▶ [Exercise] Using the entries that follow, state how many lines contain the word "Golden". The response is that number and nothing more.

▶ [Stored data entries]

:::

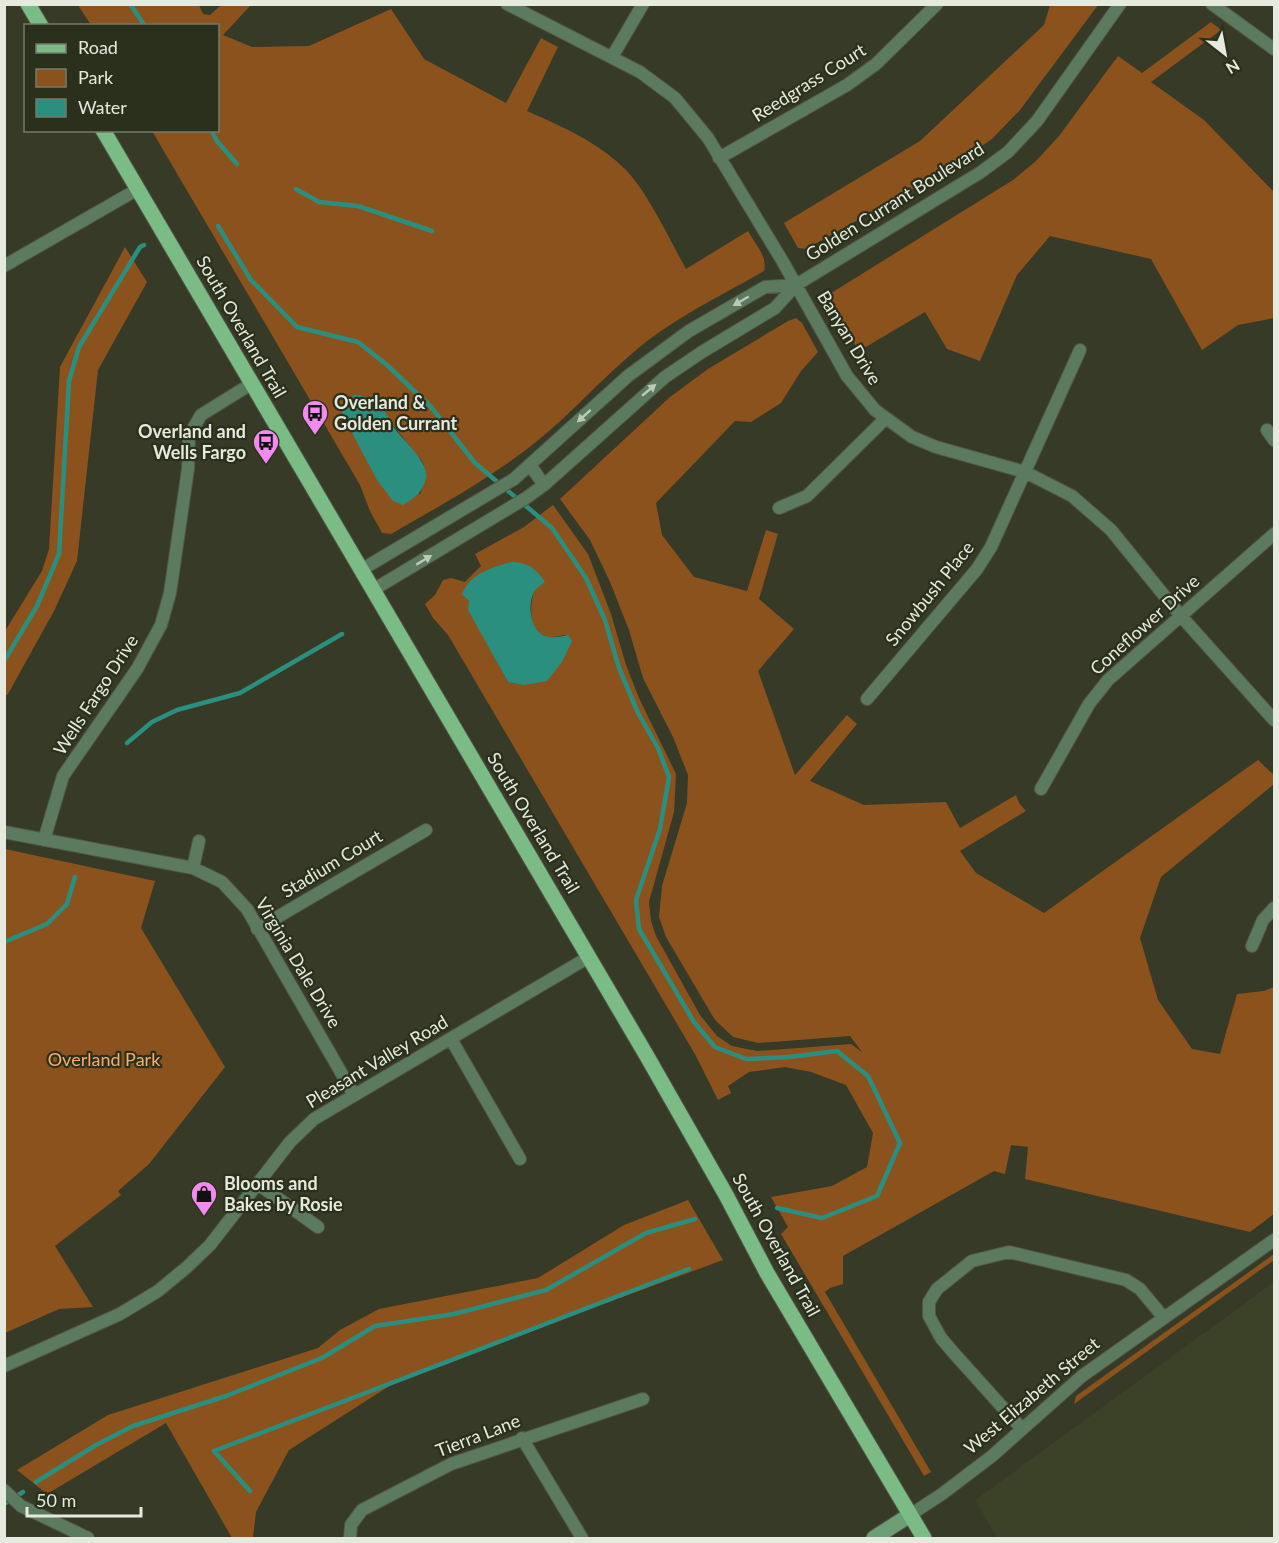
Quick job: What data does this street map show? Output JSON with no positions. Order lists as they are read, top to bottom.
{
  "streets": {
    "main road": ["South Overland Trail", "West Elizabeth Street"],
    "street": [
      "Reedgrass Court",
      "Golden Currant Boulevard",
      "Banyan Drive",
      "Snowbush Place",
      "Coneflower Drive",
      "Wells Fargo Drive",
      "Stadium Court",
      "Virginia Dale Drive",
      "Pleasant Valley Road",
      "Tierra Lane"
    ]
  },
  "crossings": [
    ["Reedgrass Court", "Banyan Drive"],
    ["Golden Currant Boulevard", "South Overland Trail"],
    ["Golden Currant Boulevard", "Banyan Drive"],
    ["South Overland Trail", "Wells Fargo Drive"],
    ["South Overland Trail", "Pleasant Valley Road"],
    ["South Overland Trail", "West Elizabeth Street"],
    ["Banyan Drive", "Snowbush Place"],
    ["Banyan Drive", "Coneflower Drive"],
    ["Wells Fargo Drive", "Virginia Dale Drive"],
    ["Stadium Court", "Virginia Dale Drive"],
    ["Virginia Dale Drive", "Pleasant Valley Road"]
  ],
  "parks": ["Overland Park"],
  "places": {
    "bus stop": ["Overland & Golden Currant", "Overland and Wells Fargo"],
    "shop": ["Blooms and Bakes by Rosie"]
  },
  "legend": ["Road", "Park", "Water"],
  "scale_bar": "50 m",
  "north": "bottom right"
}
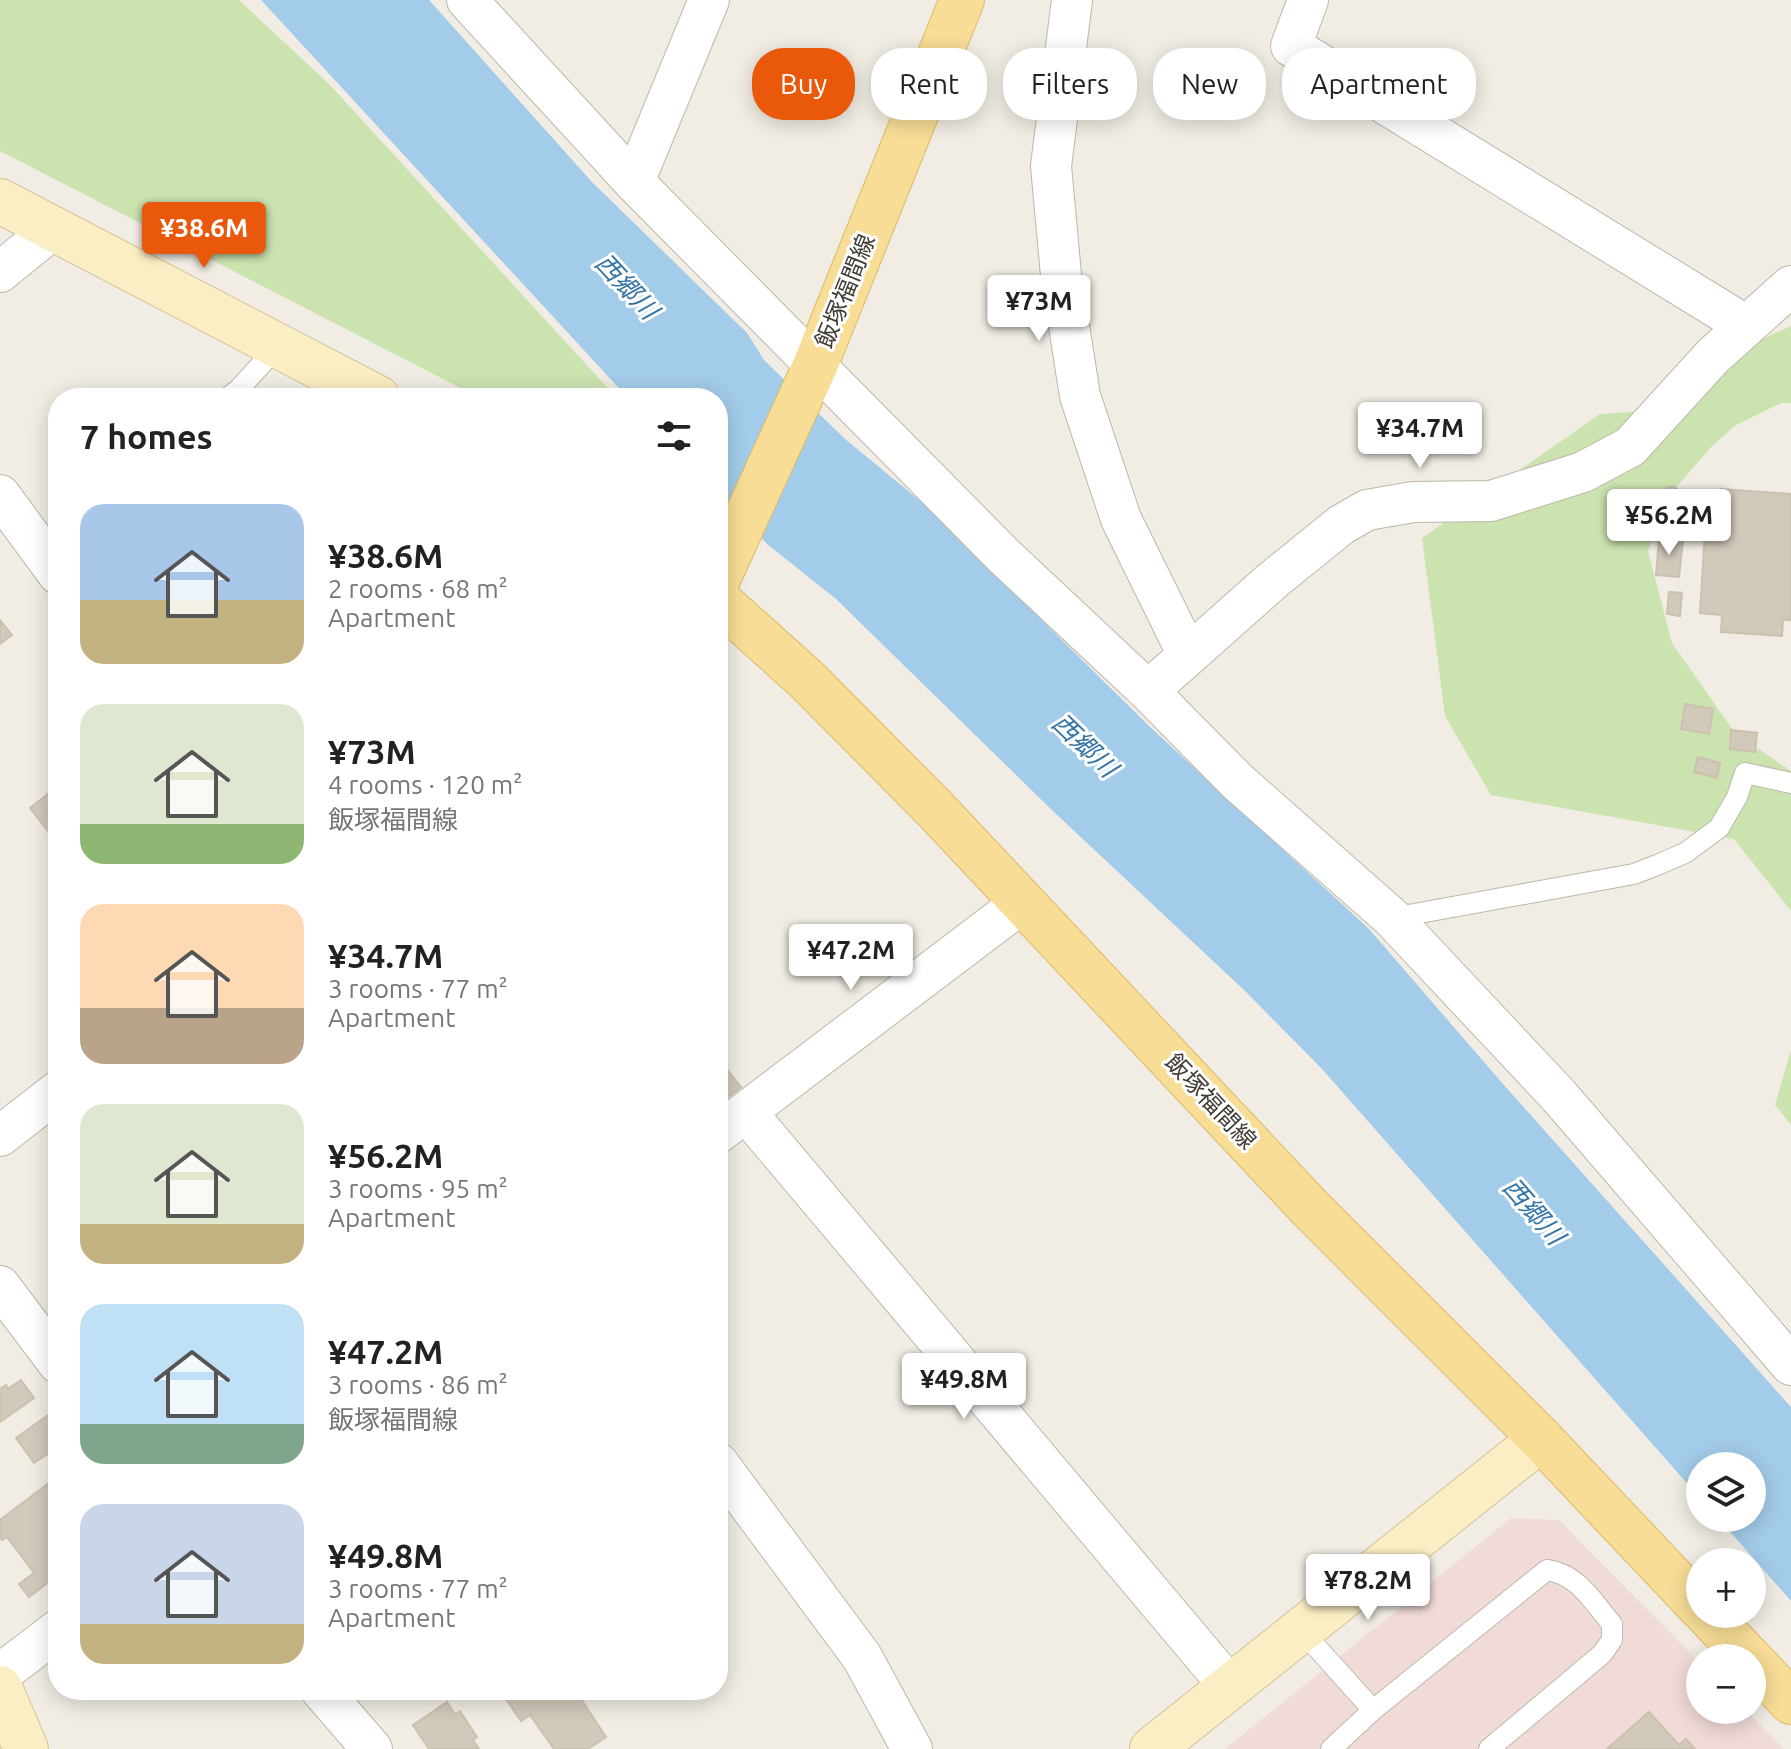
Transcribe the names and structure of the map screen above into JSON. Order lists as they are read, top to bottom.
{
  "streets": {
    "main road": ["飯塚福間線"]
  },
  "water": ["西郷川"],
  "page": {
    "chip": [
      "Buy",
      "Rent",
      "Filters",
      "New",
      "Apartment"
    ],
    "price": [
      "¥38.6M",
      "¥73M",
      "¥34.7M",
      "¥56.2M",
      "¥47.2M",
      "¥49.8M",
      "¥78.2M"
    ],
    "heading": "7 homes",
    "list": [
      {
        "name": "¥38.6M",
        "note": "2 rooms · 68 m² · Apartment"
      },
      {
        "name": "¥73M",
        "note": "4 rooms · 120 m² · 飯塚福間線"
      },
      {
        "name": "¥34.7M",
        "note": "3 rooms · 77 m² · Apartment"
      },
      {
        "name": "¥56.2M",
        "note": "3 rooms · 95 m² · Apartment"
      },
      {
        "name": "¥47.2M",
        "note": "3 rooms · 86 m² · 飯塚福間線"
      },
      {
        "name": "¥49.8M",
        "note": "3 rooms · 77 m² · Apartment"
      }
    ],
    "map_buttons": ["+", "−"]
  }
}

:::

▶ [Response] 4